## [WHAT YOU ARE ASKED TO DO]
Without changing a single word, output each entry.

─── INFORMATION PROVIDED ───

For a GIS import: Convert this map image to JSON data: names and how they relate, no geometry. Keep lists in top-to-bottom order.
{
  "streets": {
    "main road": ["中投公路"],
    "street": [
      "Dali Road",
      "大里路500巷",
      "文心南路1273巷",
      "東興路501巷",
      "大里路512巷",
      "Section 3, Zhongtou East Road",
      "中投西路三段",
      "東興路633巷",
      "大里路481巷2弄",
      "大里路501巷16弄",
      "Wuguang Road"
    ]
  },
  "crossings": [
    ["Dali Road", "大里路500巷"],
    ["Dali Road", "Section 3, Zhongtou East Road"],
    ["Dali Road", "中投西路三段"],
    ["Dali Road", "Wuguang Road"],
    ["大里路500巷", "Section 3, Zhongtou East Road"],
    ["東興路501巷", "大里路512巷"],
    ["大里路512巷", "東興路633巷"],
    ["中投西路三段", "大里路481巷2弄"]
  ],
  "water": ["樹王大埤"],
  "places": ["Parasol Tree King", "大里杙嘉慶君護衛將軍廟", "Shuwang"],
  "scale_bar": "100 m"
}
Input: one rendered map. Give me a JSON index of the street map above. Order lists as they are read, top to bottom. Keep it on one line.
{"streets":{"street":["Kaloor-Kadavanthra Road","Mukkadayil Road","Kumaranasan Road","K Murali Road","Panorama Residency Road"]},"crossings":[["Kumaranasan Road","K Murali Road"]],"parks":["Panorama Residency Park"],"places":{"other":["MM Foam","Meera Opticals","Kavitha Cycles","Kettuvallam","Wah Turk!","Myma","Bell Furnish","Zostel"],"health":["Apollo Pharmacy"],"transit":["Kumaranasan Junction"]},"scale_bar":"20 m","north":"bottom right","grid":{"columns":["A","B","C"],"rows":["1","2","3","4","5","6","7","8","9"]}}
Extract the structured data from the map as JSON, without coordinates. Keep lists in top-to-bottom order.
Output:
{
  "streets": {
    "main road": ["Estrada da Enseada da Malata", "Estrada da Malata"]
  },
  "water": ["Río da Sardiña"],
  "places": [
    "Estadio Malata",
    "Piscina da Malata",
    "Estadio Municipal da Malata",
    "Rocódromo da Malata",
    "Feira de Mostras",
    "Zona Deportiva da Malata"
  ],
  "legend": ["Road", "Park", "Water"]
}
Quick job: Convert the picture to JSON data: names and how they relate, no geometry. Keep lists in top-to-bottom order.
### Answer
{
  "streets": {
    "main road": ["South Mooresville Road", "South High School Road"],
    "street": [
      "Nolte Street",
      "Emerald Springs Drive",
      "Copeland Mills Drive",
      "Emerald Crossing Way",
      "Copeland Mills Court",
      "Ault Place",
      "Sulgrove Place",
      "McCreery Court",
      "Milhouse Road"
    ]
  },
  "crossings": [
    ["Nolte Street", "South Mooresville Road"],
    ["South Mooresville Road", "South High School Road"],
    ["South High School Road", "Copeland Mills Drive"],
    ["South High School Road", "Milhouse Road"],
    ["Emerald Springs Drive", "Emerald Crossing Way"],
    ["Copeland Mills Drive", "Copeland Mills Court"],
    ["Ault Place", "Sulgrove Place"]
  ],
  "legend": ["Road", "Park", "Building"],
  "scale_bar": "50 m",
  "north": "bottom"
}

───

## [RESPONSE TO THIS TASK]
For a GIS import: Convert this map image to JSON data: names and how they relate, no geometry. Keep lists in top-to-bottom order.
{
  "streets": {
    "main road": ["中投公路"],
    "street": [
      "Dali Road",
      "大里路500巷",
      "文心南路1273巷",
      "東興路501巷",
      "大里路512巷",
      "Section 3, Zhongtou East Road",
      "中投西路三段",
      "東興路633巷",
      "大里路481巷2弄",
      "大里路501巷16弄",
      "Wuguang Road"
    ]
  },
  "crossings": [
    ["Dali Road", "大里路500巷"],
    ["Dali Road", "Section 3, Zhongtou East Road"],
    ["Dali Road", "中投西路三段"],
    ["Dali Road", "Wuguang Road"],
    ["大里路500巷", "Section 3, Zhongtou East Road"],
    ["東興路501巷", "大里路512巷"],
    ["大里路512巷", "東興路633巷"],
    ["中投西路三段", "大里路481巷2弄"]
  ],
  "water": ["樹王大埤"],
  "places": ["Parasol Tree King", "大里杙嘉慶君護衛將軍廟", "Shuwang"],
  "scale_bar": "100 m"
}
Input: one rendered map. Give me a JSON index of the street map above. Order lists as they are read, top to bottom. Keep it on one line.
{"streets":{"street":["Kaloor-Kadavanthra Road","Mukkadayil Road","Kumaranasan Road","K Murali Road","Panorama Residency Road"]},"crossings":[["Kumaranasan Road","K Murali Road"]],"parks":["Panorama Residency Park"],"places":{"other":["MM Foam","Meera Opticals","Kavitha Cycles","Kettuvallam","Wah Turk!","Myma","Bell Furnish","Zostel"],"health":["Apollo Pharmacy"],"transit":["Kumaranasan Junction"]},"scale_bar":"20 m","north":"bottom right","grid":{"columns":["A","B","C"],"rows":["1","2","3","4","5","6","7","8","9"]}}
Extract the structured data from the map as JSON, without coordinates. Keep lists in top-to-bottom order.
Output:
{
  "streets": {
    "main road": ["Estrada da Enseada da Malata", "Estrada da Malata"]
  },
  "water": ["Río da Sardiña"],
  "places": [
    "Estadio Malata",
    "Piscina da Malata",
    "Estadio Municipal da Malata",
    "Rocódromo da Malata",
    "Feira de Mostras",
    "Zona Deportiva da Malata"
  ],
  "legend": ["Road", "Park", "Water"]
}
Quick job: Convert the picture to JSON data: names and how they relate, no geometry. Keep lists in top-to-bottom order.
### Answer
{
  "streets": {
    "main road": ["South Mooresville Road", "South High School Road"],
    "street": [
      "Nolte Street",
      "Emerald Springs Drive",
      "Copeland Mills Drive",
      "Emerald Crossing Way",
      "Copeland Mills Court",
      "Ault Place",
      "Sulgrove Place",
      "McCreery Court",
      "Milhouse Road"
    ]
  },
  "crossings": [
    ["Nolte Street", "South Mooresville Road"],
    ["South Mooresville Road", "South High School Road"],
    ["South High School Road", "Copeland Mills Drive"],
    ["South High School Road", "Milhouse Road"],
    ["Emerald Springs Drive", "Emerald Crossing Way"],
    ["Copeland Mills Drive", "Copeland Mills Court"],
    ["Ault Place", "Sulgrove Place"]
  ],
  "legend": ["Road", "Park", "Building"],
  "scale_bar": "50 m",
  "north": "bottom"
}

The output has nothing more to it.